▶ _What is needed_
Only the lines containing "butt" should appear in the answer, copied from the listing below.

....

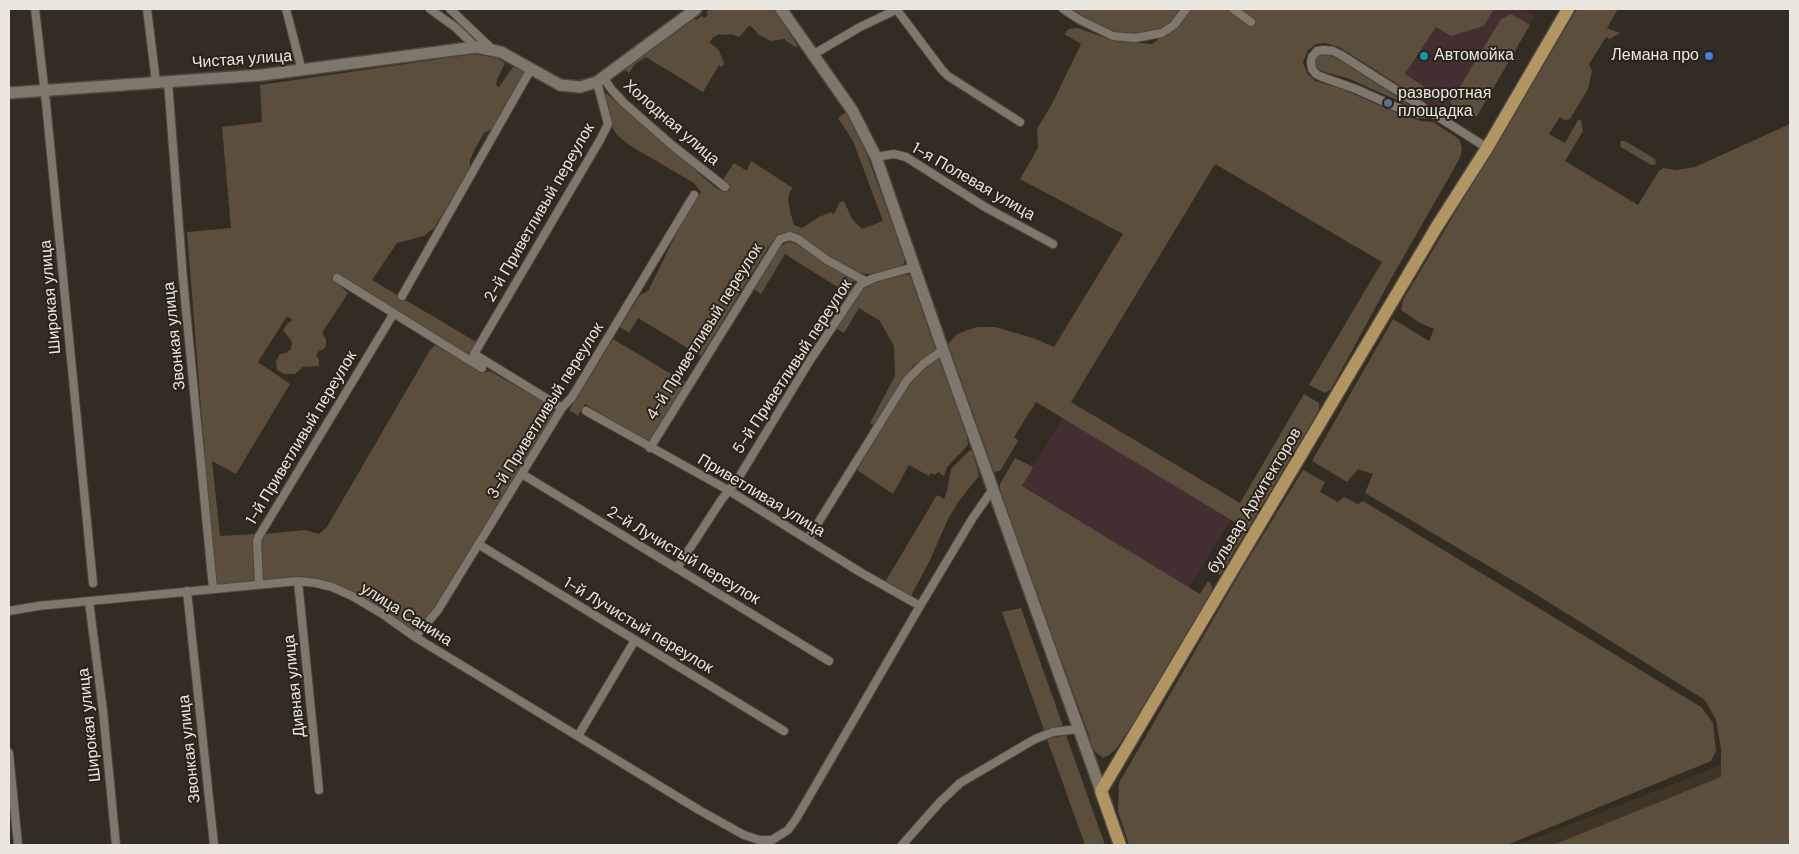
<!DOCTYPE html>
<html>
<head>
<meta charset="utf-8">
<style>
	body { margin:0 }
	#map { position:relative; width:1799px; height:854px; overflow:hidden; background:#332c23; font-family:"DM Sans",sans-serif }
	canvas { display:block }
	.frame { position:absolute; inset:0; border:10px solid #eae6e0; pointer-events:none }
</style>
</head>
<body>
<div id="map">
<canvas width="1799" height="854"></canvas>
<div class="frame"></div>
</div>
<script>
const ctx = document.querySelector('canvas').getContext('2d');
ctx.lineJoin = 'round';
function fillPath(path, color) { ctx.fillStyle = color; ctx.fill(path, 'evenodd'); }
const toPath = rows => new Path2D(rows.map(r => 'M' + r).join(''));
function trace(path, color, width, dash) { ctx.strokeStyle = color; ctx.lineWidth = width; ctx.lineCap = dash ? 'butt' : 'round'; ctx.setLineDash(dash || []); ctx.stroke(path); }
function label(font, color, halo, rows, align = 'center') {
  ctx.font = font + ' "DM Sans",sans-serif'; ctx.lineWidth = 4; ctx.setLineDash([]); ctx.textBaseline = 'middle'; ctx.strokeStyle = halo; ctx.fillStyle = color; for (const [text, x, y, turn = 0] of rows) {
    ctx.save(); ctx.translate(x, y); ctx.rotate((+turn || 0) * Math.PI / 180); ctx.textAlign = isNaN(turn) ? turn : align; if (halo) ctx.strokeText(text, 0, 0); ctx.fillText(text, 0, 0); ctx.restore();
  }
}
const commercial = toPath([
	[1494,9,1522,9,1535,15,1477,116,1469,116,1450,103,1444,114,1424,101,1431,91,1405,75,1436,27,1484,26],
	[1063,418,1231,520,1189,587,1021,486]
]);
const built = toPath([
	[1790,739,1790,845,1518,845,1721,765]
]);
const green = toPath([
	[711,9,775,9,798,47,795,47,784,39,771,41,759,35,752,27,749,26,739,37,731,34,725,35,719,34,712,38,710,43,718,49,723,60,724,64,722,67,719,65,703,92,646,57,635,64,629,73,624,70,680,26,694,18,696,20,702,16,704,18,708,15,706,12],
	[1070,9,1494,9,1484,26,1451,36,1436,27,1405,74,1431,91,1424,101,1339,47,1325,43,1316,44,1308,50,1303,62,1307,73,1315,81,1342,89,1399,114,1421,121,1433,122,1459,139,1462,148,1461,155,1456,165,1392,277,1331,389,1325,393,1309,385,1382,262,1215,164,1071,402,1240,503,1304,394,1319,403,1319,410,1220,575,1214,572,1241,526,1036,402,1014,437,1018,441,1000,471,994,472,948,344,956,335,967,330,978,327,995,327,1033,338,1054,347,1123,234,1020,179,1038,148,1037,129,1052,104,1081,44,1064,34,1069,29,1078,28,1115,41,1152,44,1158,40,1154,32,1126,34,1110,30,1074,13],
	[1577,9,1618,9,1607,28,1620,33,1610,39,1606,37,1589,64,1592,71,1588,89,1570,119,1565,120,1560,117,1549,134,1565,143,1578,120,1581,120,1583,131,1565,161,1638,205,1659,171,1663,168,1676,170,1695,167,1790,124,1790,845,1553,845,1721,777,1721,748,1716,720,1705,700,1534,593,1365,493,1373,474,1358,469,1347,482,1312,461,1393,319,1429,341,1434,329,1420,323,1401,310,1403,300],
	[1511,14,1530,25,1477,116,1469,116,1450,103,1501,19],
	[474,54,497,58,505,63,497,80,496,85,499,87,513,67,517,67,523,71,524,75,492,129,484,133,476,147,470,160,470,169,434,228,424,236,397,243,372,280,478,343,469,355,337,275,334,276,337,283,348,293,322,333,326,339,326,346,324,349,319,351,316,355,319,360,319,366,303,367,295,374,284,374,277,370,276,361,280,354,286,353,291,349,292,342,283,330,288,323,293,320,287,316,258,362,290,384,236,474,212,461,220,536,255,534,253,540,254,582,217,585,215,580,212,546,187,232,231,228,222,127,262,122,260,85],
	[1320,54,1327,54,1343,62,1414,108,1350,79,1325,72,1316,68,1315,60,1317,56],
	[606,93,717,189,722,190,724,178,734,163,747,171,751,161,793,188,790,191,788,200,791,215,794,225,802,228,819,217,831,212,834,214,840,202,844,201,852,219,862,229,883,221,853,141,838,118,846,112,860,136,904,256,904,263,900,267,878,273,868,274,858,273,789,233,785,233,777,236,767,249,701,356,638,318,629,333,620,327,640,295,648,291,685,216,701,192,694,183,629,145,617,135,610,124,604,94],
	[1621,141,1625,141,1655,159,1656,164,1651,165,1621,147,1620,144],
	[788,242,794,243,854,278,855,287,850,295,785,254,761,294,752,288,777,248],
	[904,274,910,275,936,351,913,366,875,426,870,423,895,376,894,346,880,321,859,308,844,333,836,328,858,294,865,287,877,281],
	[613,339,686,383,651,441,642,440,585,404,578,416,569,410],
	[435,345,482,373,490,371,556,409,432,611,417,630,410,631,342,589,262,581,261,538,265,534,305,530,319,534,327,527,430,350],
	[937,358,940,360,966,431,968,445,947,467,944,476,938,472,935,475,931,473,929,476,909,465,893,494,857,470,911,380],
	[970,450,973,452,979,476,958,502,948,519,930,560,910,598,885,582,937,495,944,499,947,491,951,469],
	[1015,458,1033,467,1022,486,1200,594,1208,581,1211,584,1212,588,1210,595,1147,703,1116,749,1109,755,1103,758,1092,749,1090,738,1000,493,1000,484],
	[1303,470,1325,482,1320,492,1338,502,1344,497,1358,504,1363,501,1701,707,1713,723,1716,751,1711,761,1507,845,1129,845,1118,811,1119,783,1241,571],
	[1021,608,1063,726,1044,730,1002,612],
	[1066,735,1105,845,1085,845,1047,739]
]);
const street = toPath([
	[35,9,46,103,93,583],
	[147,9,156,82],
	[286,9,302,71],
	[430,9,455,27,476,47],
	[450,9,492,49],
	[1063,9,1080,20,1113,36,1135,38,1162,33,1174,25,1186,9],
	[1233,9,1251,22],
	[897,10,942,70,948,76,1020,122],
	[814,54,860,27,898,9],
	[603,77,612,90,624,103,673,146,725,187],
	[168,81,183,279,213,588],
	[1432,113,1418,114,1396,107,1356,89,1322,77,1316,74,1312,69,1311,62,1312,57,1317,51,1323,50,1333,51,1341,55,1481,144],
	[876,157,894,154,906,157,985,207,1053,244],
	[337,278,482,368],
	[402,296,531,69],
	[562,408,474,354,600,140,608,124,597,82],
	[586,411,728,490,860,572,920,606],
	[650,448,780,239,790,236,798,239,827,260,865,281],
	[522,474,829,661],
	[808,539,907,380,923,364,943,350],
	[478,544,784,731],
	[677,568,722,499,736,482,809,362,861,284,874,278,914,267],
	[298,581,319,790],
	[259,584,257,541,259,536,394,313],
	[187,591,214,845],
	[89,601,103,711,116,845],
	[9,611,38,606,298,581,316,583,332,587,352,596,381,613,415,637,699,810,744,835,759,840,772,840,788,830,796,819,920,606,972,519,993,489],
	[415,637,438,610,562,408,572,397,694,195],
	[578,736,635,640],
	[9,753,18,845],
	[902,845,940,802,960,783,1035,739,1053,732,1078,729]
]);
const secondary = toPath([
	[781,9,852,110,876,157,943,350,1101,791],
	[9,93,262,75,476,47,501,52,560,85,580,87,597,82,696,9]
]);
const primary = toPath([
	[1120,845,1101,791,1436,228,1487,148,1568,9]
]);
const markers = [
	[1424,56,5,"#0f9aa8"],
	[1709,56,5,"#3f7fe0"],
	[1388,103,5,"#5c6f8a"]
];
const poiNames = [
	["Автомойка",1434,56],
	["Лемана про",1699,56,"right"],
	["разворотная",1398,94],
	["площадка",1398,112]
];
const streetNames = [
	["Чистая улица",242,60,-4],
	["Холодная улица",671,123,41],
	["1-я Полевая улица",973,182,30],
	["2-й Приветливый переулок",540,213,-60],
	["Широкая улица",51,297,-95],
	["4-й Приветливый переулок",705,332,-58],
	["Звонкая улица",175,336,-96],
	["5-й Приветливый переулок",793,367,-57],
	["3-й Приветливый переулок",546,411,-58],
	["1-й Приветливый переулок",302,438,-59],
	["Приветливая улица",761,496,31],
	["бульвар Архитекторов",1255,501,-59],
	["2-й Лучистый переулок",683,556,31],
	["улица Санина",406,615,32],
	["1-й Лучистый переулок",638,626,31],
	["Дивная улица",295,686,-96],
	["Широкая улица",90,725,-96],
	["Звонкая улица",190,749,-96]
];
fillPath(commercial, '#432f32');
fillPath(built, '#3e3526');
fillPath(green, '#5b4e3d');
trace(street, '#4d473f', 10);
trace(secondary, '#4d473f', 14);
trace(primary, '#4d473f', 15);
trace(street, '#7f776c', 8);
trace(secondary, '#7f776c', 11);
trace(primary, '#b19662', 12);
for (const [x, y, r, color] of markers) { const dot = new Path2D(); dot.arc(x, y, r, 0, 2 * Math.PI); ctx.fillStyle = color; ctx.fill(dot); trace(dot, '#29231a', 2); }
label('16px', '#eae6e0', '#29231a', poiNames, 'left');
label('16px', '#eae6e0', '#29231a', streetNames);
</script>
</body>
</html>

....

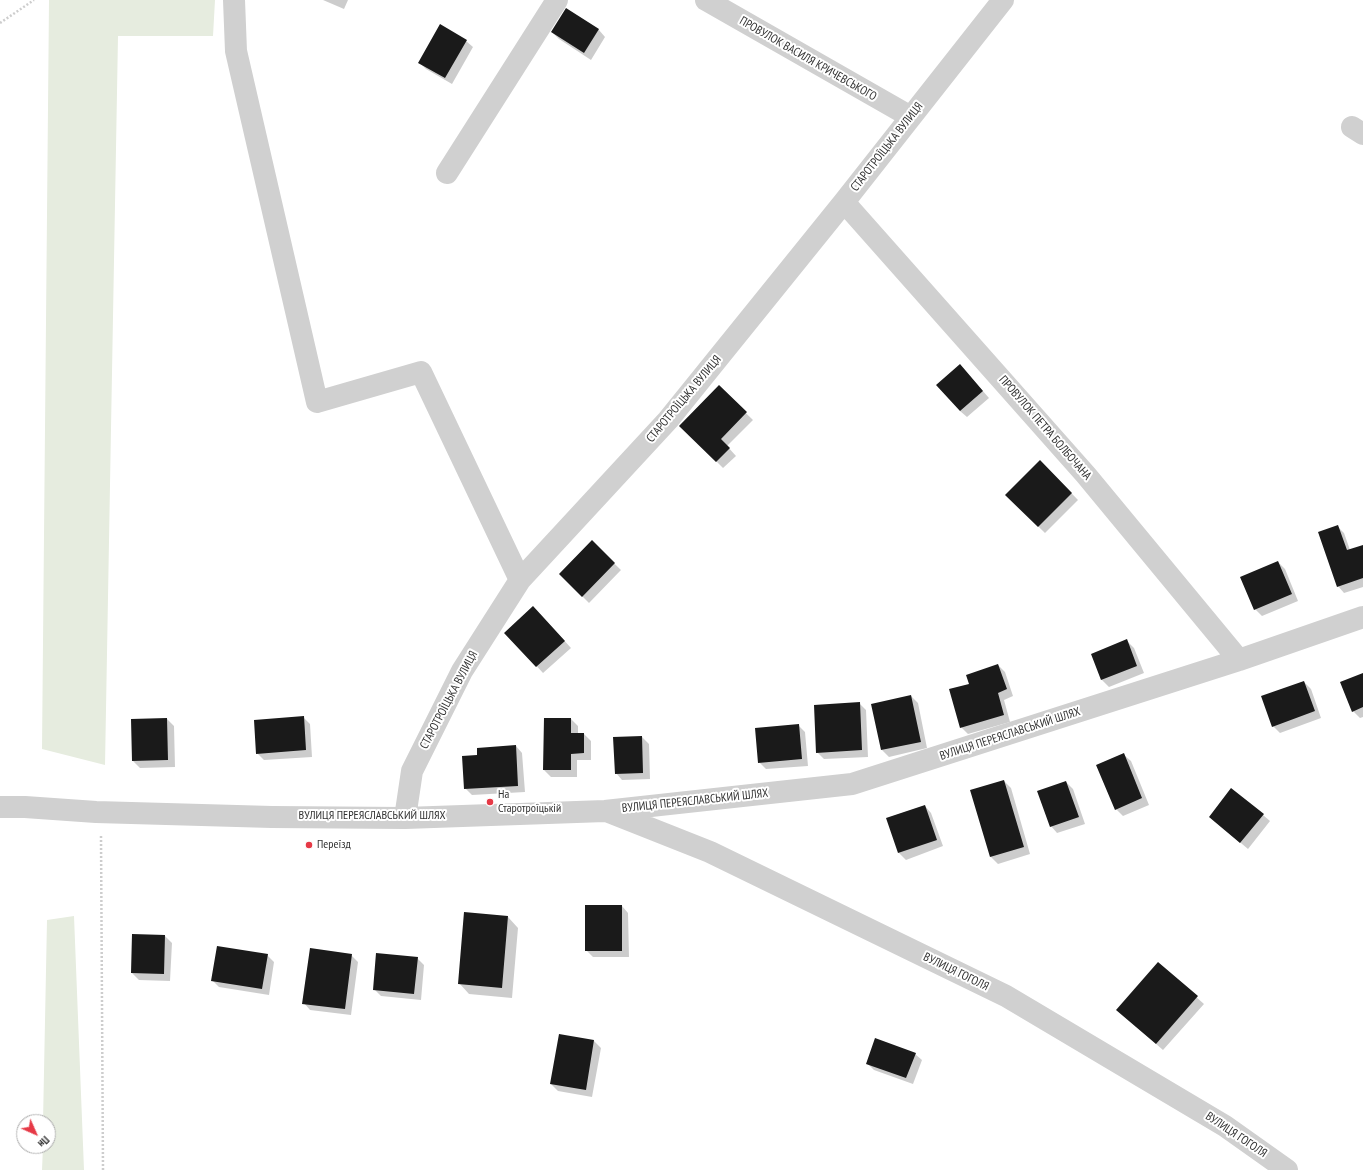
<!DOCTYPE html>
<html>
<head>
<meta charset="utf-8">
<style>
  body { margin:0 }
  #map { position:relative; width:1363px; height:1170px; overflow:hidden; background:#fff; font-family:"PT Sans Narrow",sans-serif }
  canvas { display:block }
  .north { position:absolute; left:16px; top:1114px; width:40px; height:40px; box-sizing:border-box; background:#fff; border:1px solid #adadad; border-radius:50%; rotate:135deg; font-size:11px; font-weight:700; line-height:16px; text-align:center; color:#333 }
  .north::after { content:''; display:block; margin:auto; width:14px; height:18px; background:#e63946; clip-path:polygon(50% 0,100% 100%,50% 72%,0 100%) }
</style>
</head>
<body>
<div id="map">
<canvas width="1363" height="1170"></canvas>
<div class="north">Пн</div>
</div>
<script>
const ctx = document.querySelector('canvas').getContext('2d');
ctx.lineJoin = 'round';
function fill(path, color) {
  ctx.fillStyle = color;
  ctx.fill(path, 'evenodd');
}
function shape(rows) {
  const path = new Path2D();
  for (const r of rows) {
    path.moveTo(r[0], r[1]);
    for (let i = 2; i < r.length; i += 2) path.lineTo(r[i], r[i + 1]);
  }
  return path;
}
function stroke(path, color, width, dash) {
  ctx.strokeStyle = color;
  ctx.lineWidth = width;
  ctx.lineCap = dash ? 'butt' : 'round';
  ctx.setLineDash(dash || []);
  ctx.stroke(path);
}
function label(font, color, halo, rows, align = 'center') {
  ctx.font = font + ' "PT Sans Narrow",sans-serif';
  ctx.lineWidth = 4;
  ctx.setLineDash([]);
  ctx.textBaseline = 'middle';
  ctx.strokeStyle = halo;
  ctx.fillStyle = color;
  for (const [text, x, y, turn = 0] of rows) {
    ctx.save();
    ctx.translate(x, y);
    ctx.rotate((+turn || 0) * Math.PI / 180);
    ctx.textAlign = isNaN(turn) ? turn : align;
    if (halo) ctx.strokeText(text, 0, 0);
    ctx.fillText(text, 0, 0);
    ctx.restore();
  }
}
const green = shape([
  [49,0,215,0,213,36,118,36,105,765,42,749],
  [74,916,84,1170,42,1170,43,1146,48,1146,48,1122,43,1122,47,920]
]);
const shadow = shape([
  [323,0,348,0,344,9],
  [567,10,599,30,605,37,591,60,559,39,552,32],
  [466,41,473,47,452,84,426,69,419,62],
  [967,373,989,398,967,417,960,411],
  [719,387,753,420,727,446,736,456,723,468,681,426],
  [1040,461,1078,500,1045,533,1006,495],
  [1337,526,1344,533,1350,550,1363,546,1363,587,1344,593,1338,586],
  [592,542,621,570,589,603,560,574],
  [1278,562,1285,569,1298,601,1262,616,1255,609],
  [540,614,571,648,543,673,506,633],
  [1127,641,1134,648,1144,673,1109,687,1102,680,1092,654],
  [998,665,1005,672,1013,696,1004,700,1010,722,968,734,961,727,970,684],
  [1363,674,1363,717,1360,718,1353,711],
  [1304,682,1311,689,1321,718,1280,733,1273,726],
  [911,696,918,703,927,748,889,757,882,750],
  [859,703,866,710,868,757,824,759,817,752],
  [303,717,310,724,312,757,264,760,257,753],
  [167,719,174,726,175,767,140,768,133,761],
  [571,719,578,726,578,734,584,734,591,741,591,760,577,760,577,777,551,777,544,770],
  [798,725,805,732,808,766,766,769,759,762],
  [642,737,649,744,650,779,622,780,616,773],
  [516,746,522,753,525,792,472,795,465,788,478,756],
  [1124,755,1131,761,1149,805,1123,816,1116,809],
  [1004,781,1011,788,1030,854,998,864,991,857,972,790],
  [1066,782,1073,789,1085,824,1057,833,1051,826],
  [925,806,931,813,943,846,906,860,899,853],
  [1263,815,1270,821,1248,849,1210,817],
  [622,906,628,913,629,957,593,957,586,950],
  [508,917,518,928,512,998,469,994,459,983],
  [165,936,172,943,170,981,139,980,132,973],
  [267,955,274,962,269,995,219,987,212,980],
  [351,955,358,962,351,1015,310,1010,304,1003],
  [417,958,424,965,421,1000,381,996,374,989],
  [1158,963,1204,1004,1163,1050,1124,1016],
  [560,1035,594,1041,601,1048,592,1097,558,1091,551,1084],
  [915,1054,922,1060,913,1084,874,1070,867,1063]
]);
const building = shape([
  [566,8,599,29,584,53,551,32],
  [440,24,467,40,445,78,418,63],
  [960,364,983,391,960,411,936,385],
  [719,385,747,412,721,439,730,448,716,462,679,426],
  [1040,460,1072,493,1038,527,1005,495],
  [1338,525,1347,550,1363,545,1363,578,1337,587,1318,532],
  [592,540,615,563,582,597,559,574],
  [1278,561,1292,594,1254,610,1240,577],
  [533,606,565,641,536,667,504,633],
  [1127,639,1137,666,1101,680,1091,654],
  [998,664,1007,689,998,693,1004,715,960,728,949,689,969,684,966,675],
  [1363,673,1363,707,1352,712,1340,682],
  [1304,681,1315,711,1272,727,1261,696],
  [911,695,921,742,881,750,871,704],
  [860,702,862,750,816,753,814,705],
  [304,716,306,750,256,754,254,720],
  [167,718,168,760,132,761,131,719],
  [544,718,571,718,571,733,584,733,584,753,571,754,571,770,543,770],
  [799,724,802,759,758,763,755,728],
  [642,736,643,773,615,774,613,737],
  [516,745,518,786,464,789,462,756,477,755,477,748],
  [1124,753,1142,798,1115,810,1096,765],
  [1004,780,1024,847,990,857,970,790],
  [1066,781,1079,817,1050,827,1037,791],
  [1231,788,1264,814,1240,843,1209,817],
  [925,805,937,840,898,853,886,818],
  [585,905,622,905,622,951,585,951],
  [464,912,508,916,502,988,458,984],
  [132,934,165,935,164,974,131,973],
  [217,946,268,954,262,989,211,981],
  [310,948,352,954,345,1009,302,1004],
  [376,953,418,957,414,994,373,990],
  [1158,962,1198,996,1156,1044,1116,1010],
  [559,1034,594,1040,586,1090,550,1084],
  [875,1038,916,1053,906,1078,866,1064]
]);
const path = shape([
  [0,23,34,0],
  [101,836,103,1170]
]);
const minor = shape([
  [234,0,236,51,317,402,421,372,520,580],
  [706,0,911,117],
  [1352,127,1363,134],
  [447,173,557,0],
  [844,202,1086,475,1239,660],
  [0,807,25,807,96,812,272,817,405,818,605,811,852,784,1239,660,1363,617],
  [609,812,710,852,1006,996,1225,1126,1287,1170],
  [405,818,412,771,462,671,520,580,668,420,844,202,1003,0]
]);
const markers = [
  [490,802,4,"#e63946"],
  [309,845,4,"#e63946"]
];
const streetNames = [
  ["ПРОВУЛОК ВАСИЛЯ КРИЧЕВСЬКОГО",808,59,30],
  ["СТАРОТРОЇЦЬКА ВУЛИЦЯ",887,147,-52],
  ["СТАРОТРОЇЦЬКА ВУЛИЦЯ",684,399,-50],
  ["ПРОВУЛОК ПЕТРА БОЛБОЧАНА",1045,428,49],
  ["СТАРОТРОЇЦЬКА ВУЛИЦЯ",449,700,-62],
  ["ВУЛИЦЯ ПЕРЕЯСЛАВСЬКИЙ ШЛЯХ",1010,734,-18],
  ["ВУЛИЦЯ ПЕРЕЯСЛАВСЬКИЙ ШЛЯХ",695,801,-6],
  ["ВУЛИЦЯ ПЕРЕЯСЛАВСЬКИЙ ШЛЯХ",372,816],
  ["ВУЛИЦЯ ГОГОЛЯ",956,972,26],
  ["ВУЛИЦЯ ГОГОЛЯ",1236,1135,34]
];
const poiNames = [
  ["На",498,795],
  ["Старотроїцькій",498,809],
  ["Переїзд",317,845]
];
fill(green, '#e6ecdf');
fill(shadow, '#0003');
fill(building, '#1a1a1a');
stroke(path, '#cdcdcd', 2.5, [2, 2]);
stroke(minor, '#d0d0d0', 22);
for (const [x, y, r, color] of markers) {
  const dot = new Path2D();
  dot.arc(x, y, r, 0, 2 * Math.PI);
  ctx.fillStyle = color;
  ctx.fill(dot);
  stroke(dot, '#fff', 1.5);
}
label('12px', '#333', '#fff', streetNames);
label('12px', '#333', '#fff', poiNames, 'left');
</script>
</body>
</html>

....

▶ _Result of this exercise_
function trace(path, color, width, dash) { ctx.strokeStyle = color; ctx.lineWidth = width; ctx.lineCap = dash ? 'butt' : 'round'; ctx.setLineDash(dash || []); ctx.stroke(path); }
  ctx.lineCap = dash ? 'butt' : 'round';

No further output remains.